Batizada de Operação Contrato Final, a ação foi coordenada pela Força Integrada de Combate ao Crime Organizado em Alagoas (FICCO/AL), com apoio do Grupo de Pronta Intervenção e do Batalhão de Operações Especiais da Polícia Militar de Alagoas (Bope). Ao todo, foram cumpridos 32 mandados judiciais, entre buscas e apreensões, prisões preventivas, sequestro de bens, afastamento de função pública e quebra de sigilos telemáticos.
As diligências ocorreram em Maceió, Coruripe e São Luís do Quitunde. Durante a operação, os agentes apreenderam armas de fogo, veículos de luxo, balança de precisão e diversos equipamentos eletrônicos.
Como funcionava o esquema
Segundo as investigações, o grupo montava empresas de fachada e recrutava “laranjas” para obter empréstimos de alto valor junto à Caixa. Para isso, utilizava documentação falsa e registros de empresas inexistentes.
Após a liberação do crédito, o dinheiro era rapidamente pulverizado em contas pessoais dos líderes ou transferido para empresas ligadas ao grupo, dificultando o rastreamento.
A apuração também revelou um braço ainda mais grave do esquema: a contratação de seguros de vida em nome de pessoas em situação de vulnerabilidade social. Em alguns casos, essas pessoas morreram pouco tempo depois da formalização dos contratos, e os beneficiários das apólices seriam justamente integrantes da organização.
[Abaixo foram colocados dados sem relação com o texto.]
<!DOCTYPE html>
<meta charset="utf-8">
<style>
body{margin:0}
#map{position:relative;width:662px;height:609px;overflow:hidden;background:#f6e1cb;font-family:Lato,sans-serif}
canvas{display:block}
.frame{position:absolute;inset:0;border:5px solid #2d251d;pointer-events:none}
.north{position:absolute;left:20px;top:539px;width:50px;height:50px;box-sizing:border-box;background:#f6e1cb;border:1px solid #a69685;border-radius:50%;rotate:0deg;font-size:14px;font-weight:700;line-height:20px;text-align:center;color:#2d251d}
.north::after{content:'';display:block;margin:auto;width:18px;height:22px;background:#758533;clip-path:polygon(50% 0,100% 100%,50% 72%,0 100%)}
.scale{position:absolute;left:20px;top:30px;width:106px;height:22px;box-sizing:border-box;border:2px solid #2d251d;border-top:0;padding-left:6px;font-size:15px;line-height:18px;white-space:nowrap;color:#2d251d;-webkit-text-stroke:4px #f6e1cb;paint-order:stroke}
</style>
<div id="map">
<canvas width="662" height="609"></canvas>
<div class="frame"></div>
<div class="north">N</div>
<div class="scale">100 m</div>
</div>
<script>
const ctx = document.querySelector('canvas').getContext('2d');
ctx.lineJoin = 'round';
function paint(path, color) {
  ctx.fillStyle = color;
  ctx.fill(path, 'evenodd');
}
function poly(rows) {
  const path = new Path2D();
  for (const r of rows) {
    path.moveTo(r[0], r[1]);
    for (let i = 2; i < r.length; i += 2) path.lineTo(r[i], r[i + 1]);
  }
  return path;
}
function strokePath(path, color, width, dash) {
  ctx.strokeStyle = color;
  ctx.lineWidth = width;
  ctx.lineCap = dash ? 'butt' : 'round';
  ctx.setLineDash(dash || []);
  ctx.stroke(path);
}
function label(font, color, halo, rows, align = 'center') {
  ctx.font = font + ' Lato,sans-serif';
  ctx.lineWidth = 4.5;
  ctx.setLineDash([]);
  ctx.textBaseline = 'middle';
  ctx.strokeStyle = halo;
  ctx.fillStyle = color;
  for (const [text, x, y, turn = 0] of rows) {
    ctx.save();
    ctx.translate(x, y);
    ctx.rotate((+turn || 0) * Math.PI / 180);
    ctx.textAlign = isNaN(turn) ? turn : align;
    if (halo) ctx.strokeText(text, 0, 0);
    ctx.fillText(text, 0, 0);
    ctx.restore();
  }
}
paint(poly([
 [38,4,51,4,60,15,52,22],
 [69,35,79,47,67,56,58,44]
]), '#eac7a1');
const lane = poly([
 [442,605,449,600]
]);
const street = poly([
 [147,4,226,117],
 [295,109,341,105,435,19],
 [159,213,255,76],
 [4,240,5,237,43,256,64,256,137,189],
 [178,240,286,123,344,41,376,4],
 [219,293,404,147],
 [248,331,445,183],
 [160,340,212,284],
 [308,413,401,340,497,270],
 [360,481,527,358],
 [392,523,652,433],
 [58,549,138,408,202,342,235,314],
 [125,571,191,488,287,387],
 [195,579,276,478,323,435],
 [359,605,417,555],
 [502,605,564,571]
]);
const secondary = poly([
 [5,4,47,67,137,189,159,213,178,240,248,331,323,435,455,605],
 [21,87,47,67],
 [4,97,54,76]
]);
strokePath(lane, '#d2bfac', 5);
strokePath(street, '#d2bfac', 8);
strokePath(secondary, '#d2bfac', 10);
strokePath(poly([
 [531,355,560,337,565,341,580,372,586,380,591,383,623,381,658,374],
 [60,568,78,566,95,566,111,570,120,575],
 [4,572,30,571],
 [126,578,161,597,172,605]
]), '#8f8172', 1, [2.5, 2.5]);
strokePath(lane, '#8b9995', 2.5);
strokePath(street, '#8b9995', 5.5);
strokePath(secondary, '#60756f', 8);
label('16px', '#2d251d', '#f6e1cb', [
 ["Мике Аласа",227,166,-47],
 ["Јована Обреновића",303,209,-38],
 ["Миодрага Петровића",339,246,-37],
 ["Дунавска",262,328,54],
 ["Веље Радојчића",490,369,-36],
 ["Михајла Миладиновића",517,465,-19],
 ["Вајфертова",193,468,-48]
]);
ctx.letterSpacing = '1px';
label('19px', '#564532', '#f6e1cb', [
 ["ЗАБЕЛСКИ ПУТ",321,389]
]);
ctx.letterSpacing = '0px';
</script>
Há indícios de mortes por afogamento envolvendo moradores de rua, circunstâncias que agora serão encaminhadas ao órgão policial responsável para investigação específica.
Crimes e penas
Os investigados devem responder por lavagem de dinheiro, estelionato qualificado, falsidade ideológica, organização criminosa e obtenção de financiamento mediante fraude em instituição financeira. Somadas, as penas podem ultrapassar 30 anos de prisão.
A investigação aponta que as fraudes atingiram diretamente recursos de uma instituição financeira federal, o que amplia a gravidade do caso e o impacto sobre o sistema bancário e políticas de crédito.